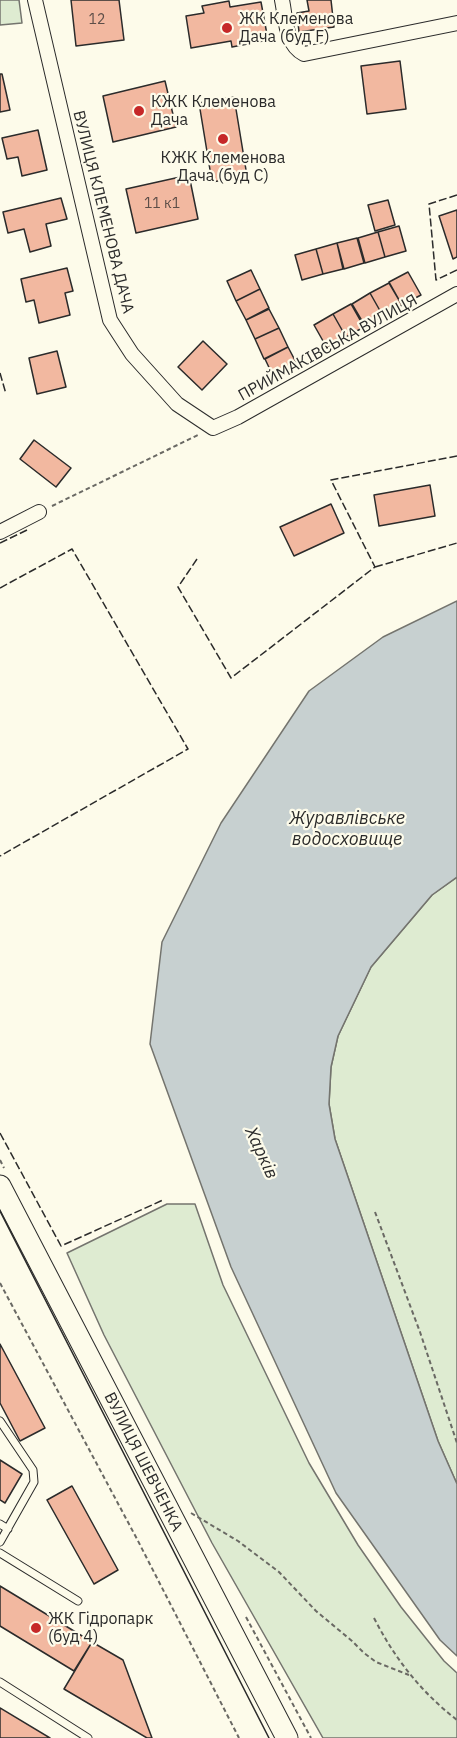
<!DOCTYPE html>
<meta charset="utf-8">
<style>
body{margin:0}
canvas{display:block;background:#fdfbea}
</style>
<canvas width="457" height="1738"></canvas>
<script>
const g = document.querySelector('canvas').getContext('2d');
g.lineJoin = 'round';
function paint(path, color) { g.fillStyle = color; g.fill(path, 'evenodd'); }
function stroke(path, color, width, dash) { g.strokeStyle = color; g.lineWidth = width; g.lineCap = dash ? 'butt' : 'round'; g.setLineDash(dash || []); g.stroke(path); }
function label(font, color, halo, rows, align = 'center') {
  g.font = font + ' "IBM Plex Sans",sans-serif'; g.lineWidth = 4.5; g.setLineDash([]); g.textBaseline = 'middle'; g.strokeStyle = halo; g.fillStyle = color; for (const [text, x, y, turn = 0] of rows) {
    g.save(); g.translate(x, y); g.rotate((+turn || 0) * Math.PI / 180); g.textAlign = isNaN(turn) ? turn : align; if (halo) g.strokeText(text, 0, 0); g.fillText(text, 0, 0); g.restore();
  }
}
const green = new Path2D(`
 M0,0H19L22,23L0,25Z
 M457,877V1484L438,1441L335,1139L329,1104L331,1067L338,1036L371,967L432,895Z
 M167,1204H195L223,1285L309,1463L358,1545L401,1607L444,1661L457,1673V1738H323L212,1543L104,1335L67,1253Z`);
paint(green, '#deebd1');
stroke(green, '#74746e', 1.5);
const water = new Path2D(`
 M457,601V877L432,895L371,967L338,1036L331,1067L329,1104L335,1139L438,1441L457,1484V1656L440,1640L336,1493L231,1267L150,1044L162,942L221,823L309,691L383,637Z`);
paint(water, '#c7d0d0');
stroke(water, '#74746e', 1.5);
const building = new Path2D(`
 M71,0H119L124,40L76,46Z
 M307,0H331L334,27L299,32L297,13L309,11Z
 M229,1L230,7L261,2L268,40L232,47L231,41L191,48L186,16L204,13L202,6Z
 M400,61L406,109L367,114L361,66Z
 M0,74H2L10,110L0,112Z
 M165,81L176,127L113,142L103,96Z
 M234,97L247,176L212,182L199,103Z
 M38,130L47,170L22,176L18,157L7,159L2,138Z
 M189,175L198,219L136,233L126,189Z
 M61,198L67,219L46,224L51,246L30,252L24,229L8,233L3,212Z
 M388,200L395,225L375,231L368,205Z
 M457,210V257L453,259L439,216Z
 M399,226L406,251L385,257L378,232Z
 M378,232L385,257L365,263L358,238Z
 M357,238L364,263L344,269L337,243Z
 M337,243L343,269L323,274L316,249Z
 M316,249L323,274L302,280L295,255Z
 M67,268L73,291L65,293L70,315L39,323L34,300L26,302L21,279Z
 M251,270L260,289L236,301L227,281Z
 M408,272L421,295L402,305L389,282Z
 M389,283L402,305L383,316L370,293Z
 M260,289L269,308L246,320L236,301Z
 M370,293L383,316L365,326L352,304Z
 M351,304L364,327L346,337L333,314Z
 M269,309L279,328L255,339L246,320Z
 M333,314L346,337L327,348L314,325Z
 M279,328L288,347L264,359L255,339Z
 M203,341L227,364L202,390L178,367Z
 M288,347L298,366L274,378L265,359Z
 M57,351L66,387L37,394L29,358Z
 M34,440L71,468L56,487L20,459Z
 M430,485L435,516L379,526L374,495Z
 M331,504L344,533L294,556L280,527Z
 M0,1344L45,1428L20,1441L0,1403Z
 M0,1460L22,1474L5,1503L0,1500Z
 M72,1486L118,1570L94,1584L47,1500Z
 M0,1586L92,1642L74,1671L0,1626Z
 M92,1642L123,1660L152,1738H147L64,1689Z
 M0,1708L50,1738H0Z`);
paint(building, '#f2b8a0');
stroke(building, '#2b2b2b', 1.5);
const lane = new Path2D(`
 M0,1421L33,1470L34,1482L0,1542
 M0,1524L8,1529
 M0,1553L78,1601
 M0,1682L88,1738`);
const street = new Path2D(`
 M35,0L110,320L132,354L177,404L213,428L238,417L457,294
 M282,0C286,19 285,44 304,54L457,23
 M0,532L39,512`);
const primary = new Path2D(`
 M0,1186L287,1738`);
stroke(lane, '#2b2b2b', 9);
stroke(street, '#2b2b2b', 16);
stroke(primary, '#2b2b2b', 23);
stroke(new Path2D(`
 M52,506L198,435
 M0,1160L4,1168
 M375,1212L420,1332L457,1443
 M0,1283L137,1539L239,1738
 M191,1513L238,1541L279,1572L316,1611L352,1641L364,1653L376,1662L409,1675
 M246,1617L311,1738
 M374,1618C395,1659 421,1692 457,1720`), '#6a6964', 2, [4.5, 3]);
stroke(lane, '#fdfbea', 7);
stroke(street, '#fdfbea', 14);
stroke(primary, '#fdfbea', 21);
stroke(new Path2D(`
 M0,1211L269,1738`), '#2b2b2b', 1.5);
stroke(new Path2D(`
 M457,195L429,204L436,280L457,270
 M0,373L6,394
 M0,543L27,530
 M197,559L178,587L231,678L375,567L331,480L457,456
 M375,567L457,543
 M0,588L72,549L188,749L0,856
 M0,1133L61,1246L163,1200`), '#2b2b2b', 1.5, [8, 3]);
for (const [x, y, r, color] of [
 [227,28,6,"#c62828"],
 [139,111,6,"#c62828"],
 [223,139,6,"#c62828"],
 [36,1628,6,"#c62828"]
]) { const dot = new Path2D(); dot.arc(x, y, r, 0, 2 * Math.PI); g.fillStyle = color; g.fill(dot); stroke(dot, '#fdfbea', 2); }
label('14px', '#5d4e48', null, [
 ["12",97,20],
 ["11 к1",162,204]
]);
label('16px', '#2b2b2b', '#fdfbea', [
 ["ЖК Клеменова",239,19],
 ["Дача (буд F)",239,37],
 ["КЖК Клеменова",151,102],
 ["Дача",151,120],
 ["КЖК Клеменова",223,158,"center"],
 ["Дача (буд С)",223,176,"center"],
 ["ЖК Гідропарк",48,1619],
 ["(буд 4)",48,1637]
], 'left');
label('16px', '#2b2b2b', '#fdfbea', [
 ["ВУЛИЦЯ КЛЕМЕНОВА ДАЧА",103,212,76],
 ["ПРИЙМАКІВСЬКА ВУЛИЦЯ",328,348,-29],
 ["ВУЛИЦЯ ШЕВЧЕНКА",143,1462,63]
]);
label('italic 18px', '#2b2b2b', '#fdfbea', [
 ["Журавлівське",347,819],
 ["водосховище",347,840],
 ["Харків",261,1153,65]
]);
</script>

++++

» **TASK REQUIREMENTS**: Could you show every line of the listing that holds the string "halo"?

» **ANSWER TO THIS EXERCISE**:
function label(font, color, halo, rows, align = 'center') {
  g.font = font + ' "IBM Plex Sans",sans-serif'; g.lineWidth = 4.5; g.setLineDash([]); g.textBaseline = 'middle'; g.strokeStyle = halo; g.fillStyle = color; for (const [text, x, y, turn = 0] of rows) {
    g.save(); g.translate(x, y); g.rotate((+turn || 0) * Math.PI / 180); g.textAlign = isNaN(turn) ? turn : align; if (halo) g.strokeText(text, 0, 0); g.fillText(text, 0, 0); g.restore();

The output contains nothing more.